Vulpes Libris

A collective of bibliophiles talking about books. Book Fox (vulpes libris): small bibliovorous mammal of overactive imagination and uncommonly large bookshop expenses. Habitat: anywhere the rustle of pages can be heard.

Waxing Lyrical about: Edinburgh City of Literature

Poems projected over the castle? Free books distributed around the city? Literature written on semi-naked persons? Mysterious snow sculptures in the shape of Bob Dylan appearing on the meadows?

There are crazy things afoot in Edinburgh and most of them can be traced to one door! Edinburgh UNESCO City of Literature.

You might have been wondering what that rather nifty snowman photo was all about that we ran over Christmas. All is now about to be revealed as Let’s Get Lyrical, a month-long celebration of lyrics through events, music and reading, is launched by Edinburgh UNESCO City of Literature and Glasgow UNESCO City of Music for the whole of February. So, what is a UNESCO City of Literature? And how do the locals react to such crazy antics.

Vulpes Libris decided to find out more by asking Edinburgh UNESCO City of Literature‘s Anna Burkey about these mysterious happenings…

Waxing Lyrical with Edinburgh UNESCO City of Literature’s Anna Burkey.

RosyB: So, tell me, what exactly *is* a UNESCO City of Literature?

Anna: It’s a great place to live! A city full of stories, poetry, publishing and writers; a place that welcomes people who love to talk or read or sing, to debate, or write or listen to words, in all their forms.

Edinburgh wasn’t just the first City of Literature – we even came up with the idea. So proud of Edinburgh’s bookish-ness were four literary folk that they felt we should be recognised globally by the United Nations as a world-leader for literature. UNESCO (the United Nations’ Education, Science & Cultural Organisation) agreed, and we became the first of their permanent Creative Cities – cities committed to Literature, Design, Music, Folk Art, Media arts, Film and Gastronomy (Yum. Not visited any of those cities yet!)

It’s about recognition of literary heritage, and promotion of all the great writing & performing and educational work out there – but it’s also about the future. Our cities of Literature are made of the people in them – we’re all part of a community that loves its literature, and should help that community to grow. The more creative folk we have in our city, the richer our home becomes.

RosyB: Why was Edinburgh seen to be a good candidate?
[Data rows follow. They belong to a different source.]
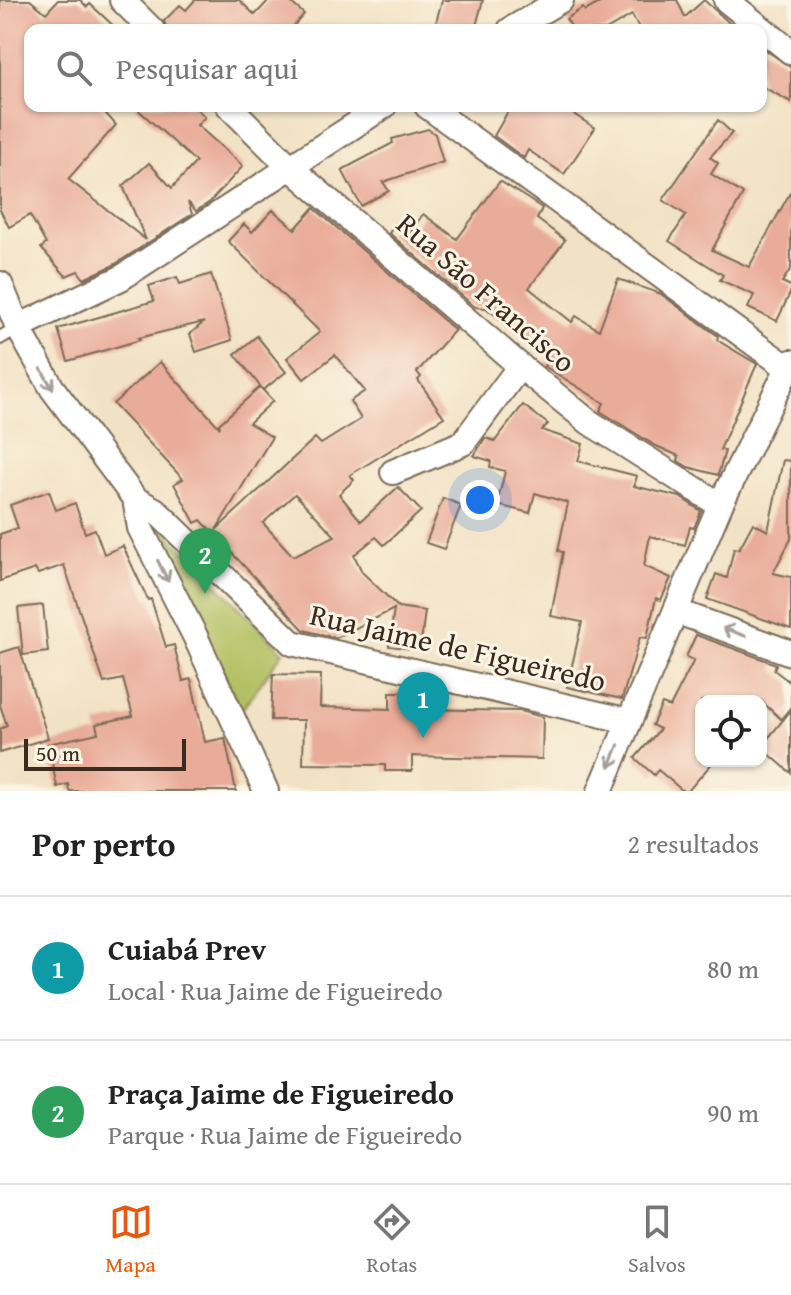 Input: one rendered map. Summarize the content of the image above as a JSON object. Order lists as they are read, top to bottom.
{
  "streets": {
    "street": ["Rua São Francisco", "Rua Jaime de Figueiredo"]
  },
  "scale_bar": "50 m",
  "page": {
    "search": "Pesquisar aqui",
    "pins": ["2", "1"],
    "scale": "50 m",
    "heading": ["Por perto", "2 resultados"],
    "list": [
      {
        "mark": "1",
        "name": "Cuiabá Prev",
        "note": "Local · Rua Jaime de Figueiredo",
        "value": "80 m"
      },
      {
        "mark": "2",
        "name": "Praça Jaime de Figueiredo",
        "note": "Parque · Rua Jaime de Figueiredo",
        "value": "90 m"
      }
    ],
    "nav": ["Mapa", "Rotas", "Salvos"]
  }
}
Anna: The city’s literary CV is rather impressive – classic writers, a wealth of publishing establishments, birthplace of Encyclopaedia Britannica, home to the world’s largest monument to a writer (the rocket-like Scott Monument.)
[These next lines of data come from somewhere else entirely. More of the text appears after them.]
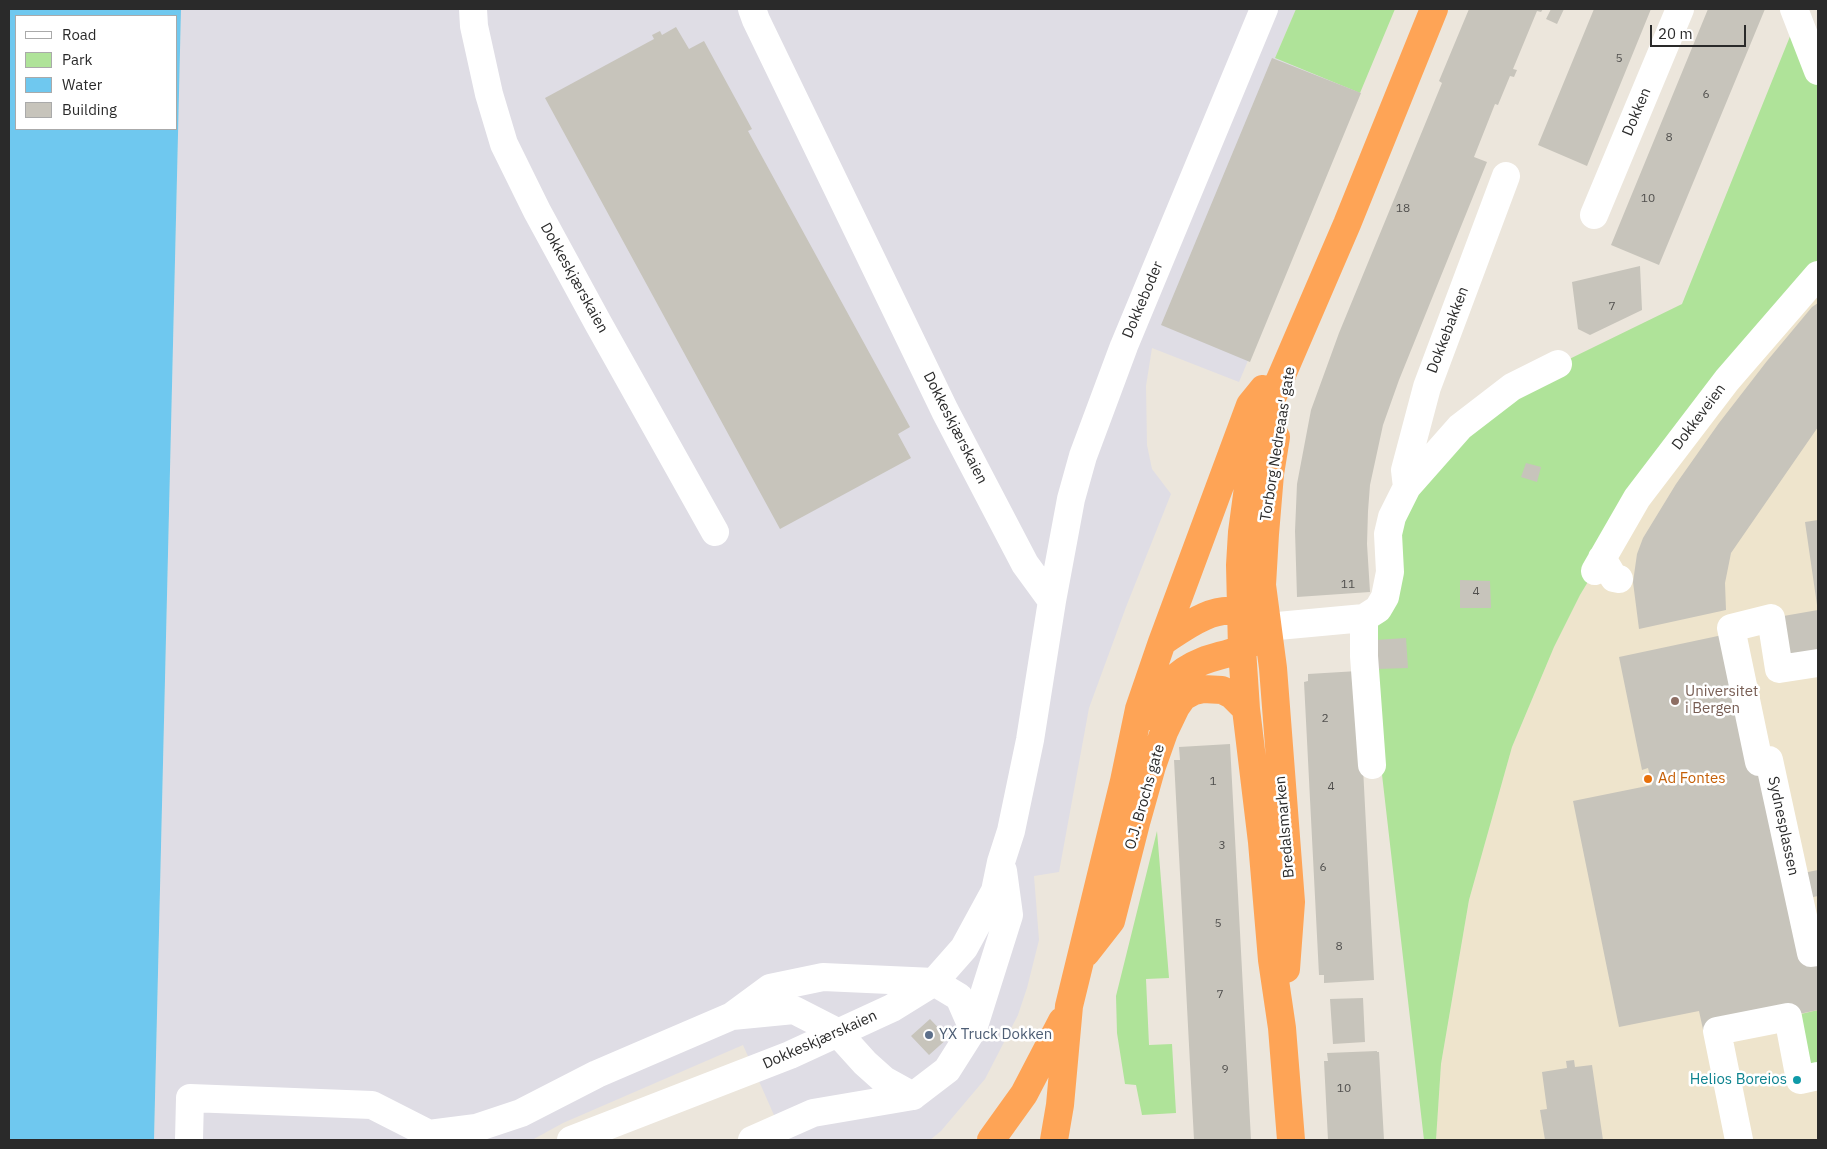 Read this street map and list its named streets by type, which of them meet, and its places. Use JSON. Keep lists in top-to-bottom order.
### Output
{
  "streets": {
    "highway": ["Torborg Nedreaas' gate", "O.J. Brochs gate", "Bredalsmarken"],
    "street": [
      "Dokken",
      "Dokkeskjærskaien",
      "Dokkeboder",
      "Dokkebakken",
      "Dokkeveien",
      "Sydnesplassen"
    ]
  },
  "crossings": [
    ["Dokkeskjærskaien", "Dokkeboder"],
    ["Torborg Nedreaas' gate", "O.J. Brochs gate"],
    ["Torborg Nedreaas' gate", "Bredalsmarken"],
    ["O.J. Brochs gate", "Bredalsmarken"]
  ],
  "places": [
    "Universitet i Bergen",
    "Ad Fontes",
    "YX Truck Dokken",
    "Helios Boreios"
  ],
  "house_numbers": [
    "5",
    "6",
    "8",
    "10",
    "18",
    "7",
    "11",
    "4",
    "2",
    "1",
    "4",
    "3",
    "6",
    "5",
    "8",
    "7",
    "9",
    "10"
  ],
  "legend": [
    "Road",
    "Park",
    "Water",
    "Building"
  ],
  "scale_bar": "20 m"
}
We’ve got the biggest Book Fest in the world, a purpose-built Storytelling Centre and a poetry Library, a colony of writers that use Edinburgh as a character in their work, NLS gets a copy of everything published in the UK (they have well over 14 million items) and a range of publishers, writing and book groups, and a myriad of literary events. All in a city of less than half a million souls.

That pretty much does it in my book – trick is to make sure we stay in such healthy literary shape in the future, and live up to our past and the great activity happening in the present.
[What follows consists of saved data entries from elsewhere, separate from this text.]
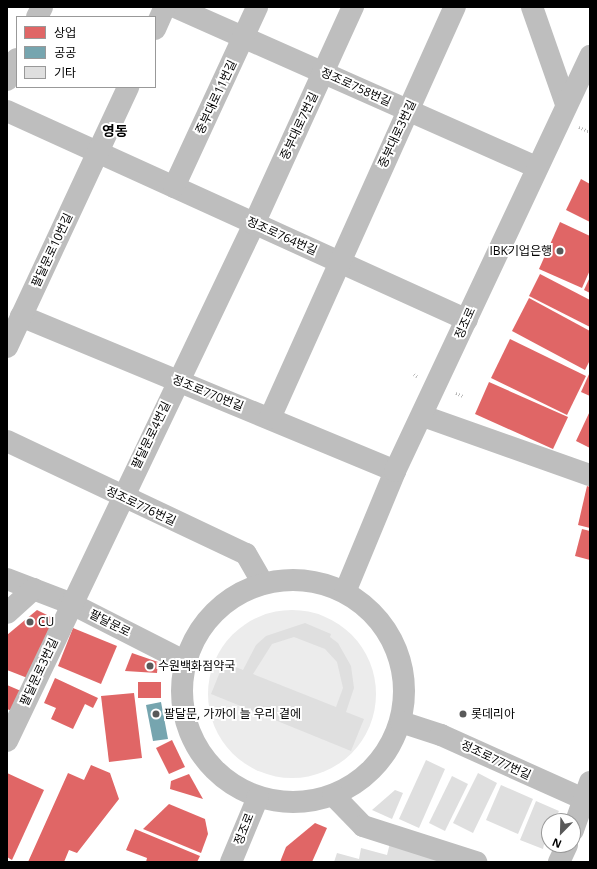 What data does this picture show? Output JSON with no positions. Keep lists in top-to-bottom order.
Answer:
{
  "streets": {
    "street": [
      "정조로758번길",
      "중부대로11번길",
      "중부대로7번길",
      "중부대로3번길",
      "정조로764번길",
      "팔달문로10번길",
      "정조로",
      "정조로770번길",
      "팔달문로4번길",
      "정조로776번길",
      "팔달문로",
      "팔달문로3번길",
      "정조로777번길"
    ]
  },
  "crossings": [
    ["정조로758번길", "중부대로11번길"],
    ["정조로758번길", "중부대로7번길"],
    ["정조로758번길", "중부대로3번길"],
    ["정조로758번길", "정조로"],
    ["중부대로11번길", "정조로764번길"],
    ["중부대로7번길", "정조로764번길"],
    ["중부대로7번길", "팔달문로4번길"],
    ["중부대로3번길", "정조로764번길"],
    ["중부대로3번길", "정조로770번길"],
    ["정조로764번길", "팔달문로10번길"],
    ["정조로764번길", "정조로"],
    ["정조로764번길", "팔달문로4번길"],
    ["팔달문로10번길", "정조로770번길"],
    ["정조로", "정조로770번길"],
    ["정조로770번길", "팔달문로4번길"],
    ["팔달문로4번길", "정조로776번길"],
    ["팔달문로4번길", "팔달문로"],
    ["팔달문로4번길", "팔달문로3번길"],
    ["팔달문로", "팔달문로3번길"]
  ],
  "districts": ["영동"],
  "places": [
    "IBK기업은행",
    "CU",
    "수원백화점약국",
    "팔달문, 가까이 늘 우리 곁에",
    "롯데리아"
  ],
  "legend": ["상업", "공공", "기타"],
  "north": "bottom left"
}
RosyB: Are there other UNESCO Cities of Lit and do they have any involvement with each other?

Anna: Yup – at the moment there are three other cities in the network: Dublin, Melbourne and Iowa City, with several others making bids. We help other cities make bids – it’s not about filling in a form, but about getting your literary folk to work together.

We chat regularly with reps in our sister-cities (thank you, Skype), and send out an International bulletin from here in Edinburgh, so we can all see what’s going on in each others’ cities. We send each other great projects we’ve come across, and help each other set up programmes that have been a success in our own town – like Carry a Poem. We’re helping Melbourne develop it to work for them as well as it did for Edinburgh.

Here in Edinburgh we have the City of Literature Trust – an enthusiastic team of two working on behalf of Edinburgh’s wider literary scene, helping people to get involved. Not every city has dedicated staff, and it’s a great job to have – but there still a lot of work to do, to make sure people know and appreciate our literary city, so we can build on it.

RosyB: Edinburgh UNESCO City of Literature has launched a number of citywide reading campaigns and projects including the one I remember from the first salon event that I went along to – Robert Louis Stevenson’s Kidnapped being distributed free throughout the city – through to the recent “Carry a Poem” which saw poetry events round the city, poems projected onto the castle walls – people carrying poems around in their back pockets and even poems cheekily written across a few semi-naked persons…;)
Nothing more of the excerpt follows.